After the tragic death of their mother, Miral and her younger sister, Rania, are put in Hind Husseini’s school for young girls. The girls visit their father, an imam at al-Aqsa, as well as spend their summers with him. The school becomes a second home for the young girls as they find themselves trying to deal with the seemingly worsening political situation in the Occupied Territories and also with life’s daily hurdles and occasional struggles.
Miral becomes increasingly involved with the political resistance, particularly the Popular Front for the Liberation of Palestine, much to the dismay and worry of her family and her school. Her impulsive nature, immature experience and resounding passion for her people put herself, her family, and the her fellow students in constant danger. Ultimately, Miral is forced to make a decision having to choose between joining the resistance movement and continuing her education. She pursues studies to use her mind and ability as forms of resistance– to be, as Husseini says to Miral, “future women leaders of Palestine, not martyrs.”

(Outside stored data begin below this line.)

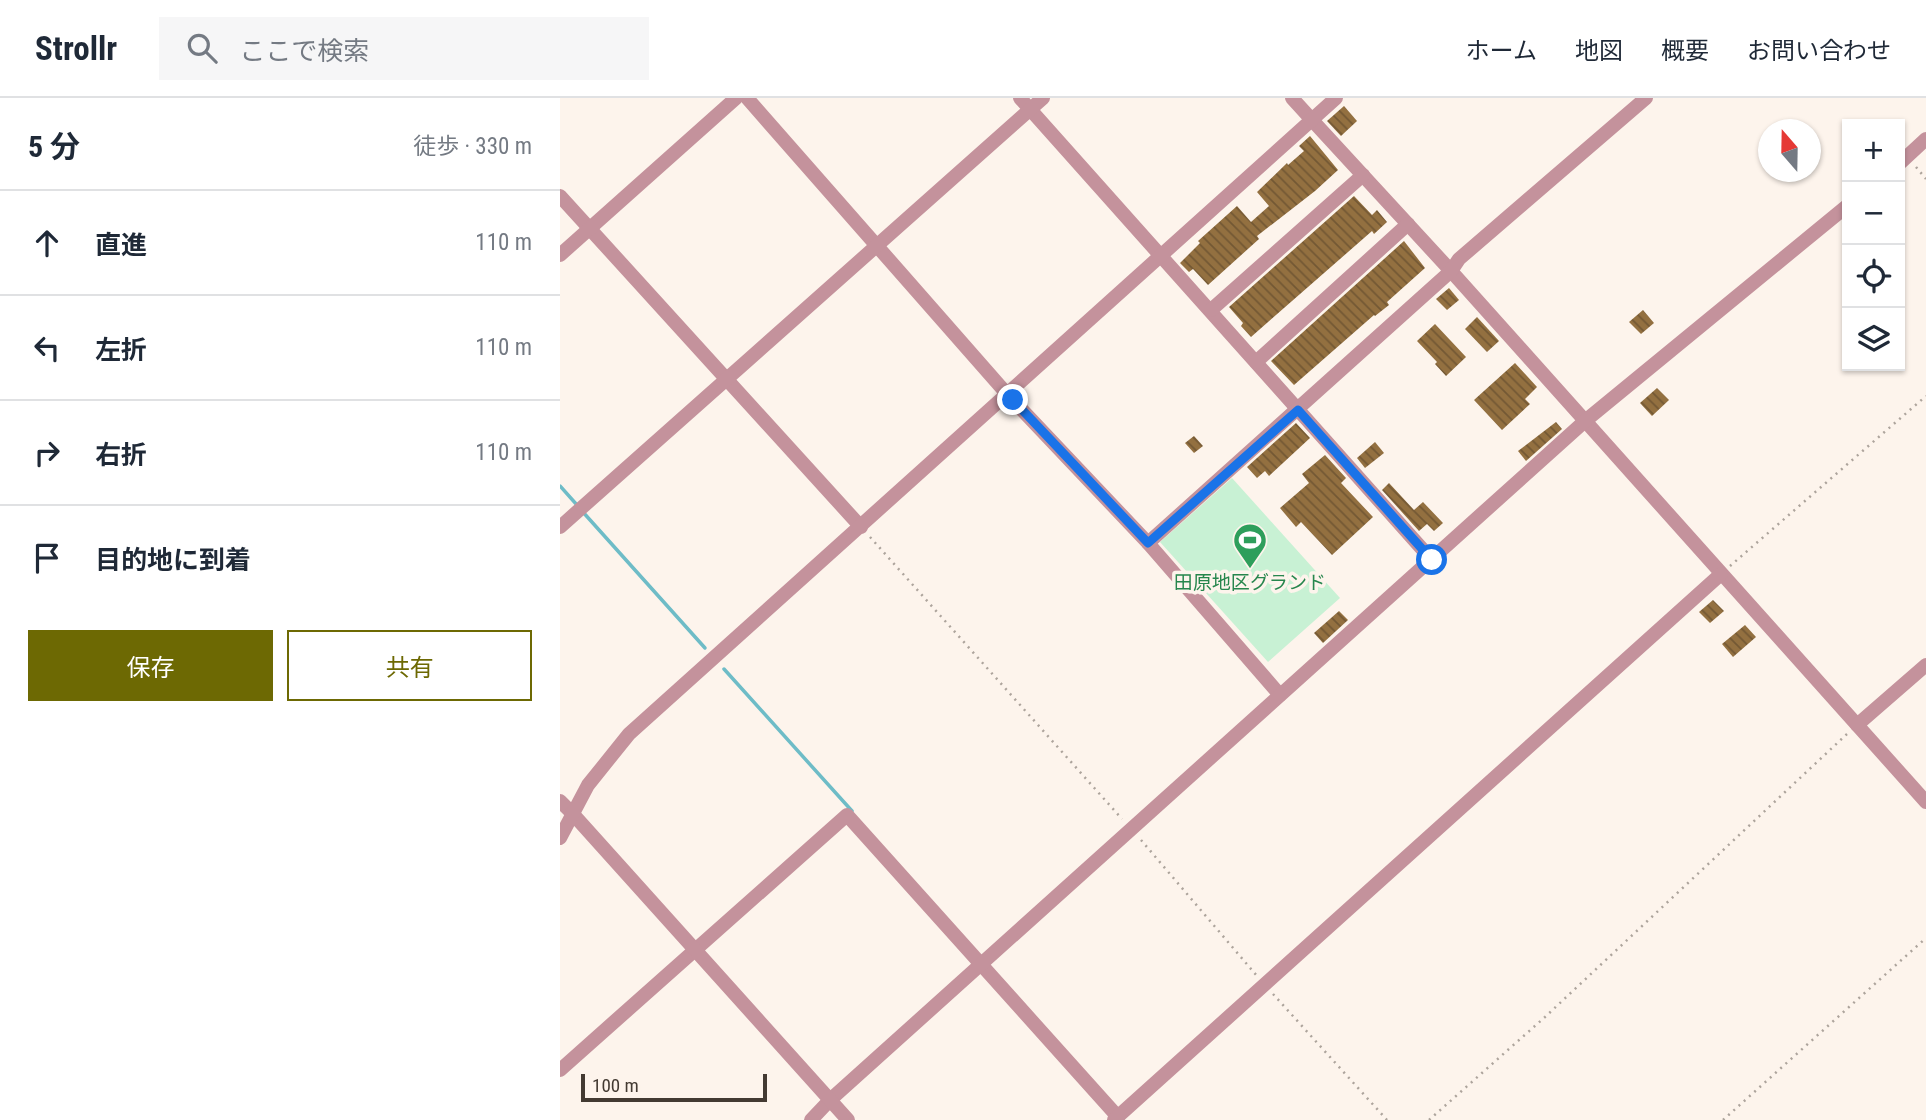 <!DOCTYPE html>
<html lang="ja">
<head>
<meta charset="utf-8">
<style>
	body { margin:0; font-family:"Roboto Condensed","Noto Sans JP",sans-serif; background:#f6f6f7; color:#1f2937 }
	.controls { position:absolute; right:21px; top:21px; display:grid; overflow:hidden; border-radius:0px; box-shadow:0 2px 5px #0004 }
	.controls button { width:63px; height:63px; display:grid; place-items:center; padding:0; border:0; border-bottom:2px solid #e0e1e3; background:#fff; color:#1f2937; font:35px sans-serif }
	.compass { position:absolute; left:1198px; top:21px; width:63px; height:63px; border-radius:50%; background:#fff; box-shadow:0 2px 5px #0004; rotate:340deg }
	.scale { position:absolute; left:21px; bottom:18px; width:186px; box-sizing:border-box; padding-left:7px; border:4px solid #433a32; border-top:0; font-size:19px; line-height:24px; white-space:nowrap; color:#433a32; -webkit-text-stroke:5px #fdf4ec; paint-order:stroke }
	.stop { position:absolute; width:21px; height:21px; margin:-16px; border:5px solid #1a73e8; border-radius:50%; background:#fff }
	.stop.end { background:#1a73e8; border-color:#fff; box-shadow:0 2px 7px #0008 }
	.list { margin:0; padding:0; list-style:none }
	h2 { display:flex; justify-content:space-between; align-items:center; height:91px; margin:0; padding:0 28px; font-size:30px }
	h2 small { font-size:23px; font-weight:400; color:#747a83 }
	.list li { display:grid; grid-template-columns:46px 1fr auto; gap:21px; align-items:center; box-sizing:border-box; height:105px; padding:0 28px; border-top:2px solid #e0e1e3 }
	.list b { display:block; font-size:26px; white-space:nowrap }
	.list em { font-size:23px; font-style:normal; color:#747a83 }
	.actions { display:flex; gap:14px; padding:21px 28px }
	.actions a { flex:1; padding:16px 0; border:2px solid #6d6903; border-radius:0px; text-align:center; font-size:24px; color:#6d6903 }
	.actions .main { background:#6d6903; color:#fff }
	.icon { flex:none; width:38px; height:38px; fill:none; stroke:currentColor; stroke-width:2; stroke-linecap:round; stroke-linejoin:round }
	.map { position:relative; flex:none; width:1366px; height:1022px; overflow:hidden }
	header { display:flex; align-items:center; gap:42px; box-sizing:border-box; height:98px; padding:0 35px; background:#fff; border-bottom:2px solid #e0e1e3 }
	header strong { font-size:33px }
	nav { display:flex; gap:38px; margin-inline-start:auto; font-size:24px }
	.search { width:490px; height:63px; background:#f6f6f7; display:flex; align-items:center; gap:18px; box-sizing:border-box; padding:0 24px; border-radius:0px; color:#747a83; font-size:26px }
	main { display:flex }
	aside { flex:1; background:#fff }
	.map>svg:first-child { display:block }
	.park { fill:#c8f1d4 }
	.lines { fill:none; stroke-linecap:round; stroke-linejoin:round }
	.stream { stroke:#6ebcc7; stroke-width:3.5 }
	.building { fill:url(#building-back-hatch) }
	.path { stroke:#ada49c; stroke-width:2.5; stroke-dasharray:2 5; stroke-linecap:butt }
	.minor { stroke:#c4929c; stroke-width:14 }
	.tertiary { stroke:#c4929c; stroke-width:14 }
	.route { stroke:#1a73e8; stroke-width:9 }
	.labels { text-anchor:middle; stroke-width:7; stroke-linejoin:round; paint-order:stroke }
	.leisure-label { font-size:19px; fill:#27864d; stroke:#fdf4ec }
</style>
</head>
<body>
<header>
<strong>Strollr</strong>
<div class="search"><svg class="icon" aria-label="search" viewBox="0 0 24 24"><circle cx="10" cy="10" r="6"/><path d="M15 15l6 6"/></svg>ここで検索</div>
<nav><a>ホーム</a><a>地図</a><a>概要</a><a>お問い合わせ</a></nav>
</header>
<main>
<aside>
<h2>5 分<small>徒歩 · 330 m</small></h2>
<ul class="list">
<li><svg class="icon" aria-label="ahead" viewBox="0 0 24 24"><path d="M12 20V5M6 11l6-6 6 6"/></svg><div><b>直進</b></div><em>110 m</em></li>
<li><svg class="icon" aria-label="left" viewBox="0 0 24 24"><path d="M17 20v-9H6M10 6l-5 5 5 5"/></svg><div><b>左折</b></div><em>110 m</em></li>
<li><svg class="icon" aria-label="right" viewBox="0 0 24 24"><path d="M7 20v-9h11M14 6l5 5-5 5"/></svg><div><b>右折</b></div><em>110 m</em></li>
<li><svg class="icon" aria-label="arrive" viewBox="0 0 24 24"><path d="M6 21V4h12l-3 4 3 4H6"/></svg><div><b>目的地に到着</b></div></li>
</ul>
<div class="actions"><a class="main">保存</a><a>共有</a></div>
</aside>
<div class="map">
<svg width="1366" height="1022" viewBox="0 0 1366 1022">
	<defs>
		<pattern id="building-back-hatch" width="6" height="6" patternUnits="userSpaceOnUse" patternTransform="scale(1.75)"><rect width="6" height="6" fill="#937040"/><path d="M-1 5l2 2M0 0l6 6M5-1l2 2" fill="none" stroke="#735834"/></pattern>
	</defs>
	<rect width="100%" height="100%" fill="#fdf4ec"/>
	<path class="park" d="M672 380 780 500 708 564 600 444Z"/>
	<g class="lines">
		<g class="stream">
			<path d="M0 388 17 407"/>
			<path d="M22 413 145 550"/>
			<path d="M164 571 292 713"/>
		</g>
	</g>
	<g class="building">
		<path d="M784 8 797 23 781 38 767 23Z"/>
		<path d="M750 38 778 72 755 93 697 138 699 141 648 187 633 171 629 174 620 165 640 145 638 143 677 108 691 124 709 108 697 94 727 65 728 67 744 53 739 48Z"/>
		<path d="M794 98 812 117 817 112 827 124 814 136 812 133 691 239 681 228 683 225 669 209Z"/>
		<path d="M844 143 865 170 827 204 829 207 815 218 814 217 734 287 711 263Z"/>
		<path d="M889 190 899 202 887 212 876 201Z"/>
		<path d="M1083 212 1094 225 1081 236 1069 224Z"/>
		<path d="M917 219 939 243 927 254 905 231Z"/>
		<path d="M875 226 906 259 886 278 875 266 877 264 857 243Z"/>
		<path d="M955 265 977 289 965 301 970 306 942 332 914 302Z"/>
		<path d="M1097 290 1109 302 1092 318 1080 305Z"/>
		<path d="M996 324 1002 331 966 363 958 353Z"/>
		<path d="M736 325 750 340 709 378 705 373 697 380 687 369Z"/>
		<path d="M634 338 643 348 634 355 625 345Z"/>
		<path d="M815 344 824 355 805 370 797 360Z"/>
		<path d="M765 357 786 380 781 385 813 419 772 457 741 424 736 429 720 410 749 385 742 376Z"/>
		<path d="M829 385 854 412 863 404 883 425 874 433 867 426 859 433 822 392Z"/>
		<path d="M1153 502 1164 513 1150 525 1139 514Z"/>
		<path d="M779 513 788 522 763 545 754 535Z"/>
		<path d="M1185 527 1196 539 1173 559 1162 546Z"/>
	</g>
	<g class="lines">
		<g class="path">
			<path d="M1356 69 1366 81"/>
			<path d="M310 439 562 721"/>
			<path d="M1170 468 1366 298"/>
			<path d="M581 742 697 878"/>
			<path d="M713 896 827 1022"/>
			<path d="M869 1022 985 919 1288 635"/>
			<path d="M1163 1022 1366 840"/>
		</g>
		<g class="minor">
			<path d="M187 0 447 296 588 445 720 597"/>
			<path d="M460 0 872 462"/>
			<path d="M752 22 891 173 1366 704"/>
			<path d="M1340 65 1366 41"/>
			<path d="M0 98 301 429"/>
			<path d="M0 157 176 0"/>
			<path d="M651 212 803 77"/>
			<path d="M696 264 848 126"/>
			<path d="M0 429 483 0"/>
			<path d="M588 445 891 173 899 161 1086 0"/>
			<path d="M1297 627 1366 567"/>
			<path d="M0 703 12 715"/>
			<path d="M0 972 287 717 558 1019"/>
			<path d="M251 1022 270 1002 1025 323 1287 108"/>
			<path d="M554 1022 1161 476"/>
		</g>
		<g class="tertiary">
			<path d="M732 0 752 22"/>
			<path d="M12 715 288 1022"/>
			<path d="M0 740 28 687 69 636 776 0"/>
		</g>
	</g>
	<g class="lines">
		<path class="route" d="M453 302 588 445 738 312 872 462"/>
	</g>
	<defs>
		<g id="stadium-pin" transform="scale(1.75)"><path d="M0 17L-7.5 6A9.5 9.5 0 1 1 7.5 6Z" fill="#2e9e5b" stroke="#fdf4ec"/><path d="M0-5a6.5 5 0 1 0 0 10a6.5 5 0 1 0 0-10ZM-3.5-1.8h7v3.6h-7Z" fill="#fff"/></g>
	</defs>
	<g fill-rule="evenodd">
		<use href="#stadium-pin" x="690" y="442"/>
	</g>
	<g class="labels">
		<g class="leisure-label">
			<text x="690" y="491">田原地区グランド</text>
		</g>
	</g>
</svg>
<div class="controls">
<button>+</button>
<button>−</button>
<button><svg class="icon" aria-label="locate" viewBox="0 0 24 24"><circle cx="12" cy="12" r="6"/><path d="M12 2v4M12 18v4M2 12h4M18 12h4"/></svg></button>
<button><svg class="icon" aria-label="layers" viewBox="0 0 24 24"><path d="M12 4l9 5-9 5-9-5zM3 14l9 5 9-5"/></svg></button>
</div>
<svg class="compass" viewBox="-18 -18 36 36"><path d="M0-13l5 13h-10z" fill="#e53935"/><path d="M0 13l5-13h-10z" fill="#747a83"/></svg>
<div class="scale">100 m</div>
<div class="stop" style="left:872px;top:462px"></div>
<div class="stop end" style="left:453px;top:302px"></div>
</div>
</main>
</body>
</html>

Despite some memorable characters and moments, as well as the (ultimately brief) acknowledgment of Hind Husseini’s work and life, the books fails to be anything more than, as the Omar El-Khairy notes in a review of the film, “Palestine as Hollywood fantasy.” While the film is markedly different from the novel in many ways, El-Khairy’s critiques remain as relevant as for the book as they do for the movie. The book is written to be a film seemingly more about sexually adventurous, politically aggressive and unorthodox Palestinian Muslim women who stand against the almost invariably abusive, rigidly-traditional minded men who try to exert certain sort control over the various women in the novel, as opposed to a novel about the Palestinian experience, during the volatile period of the Intifada, especially for young women.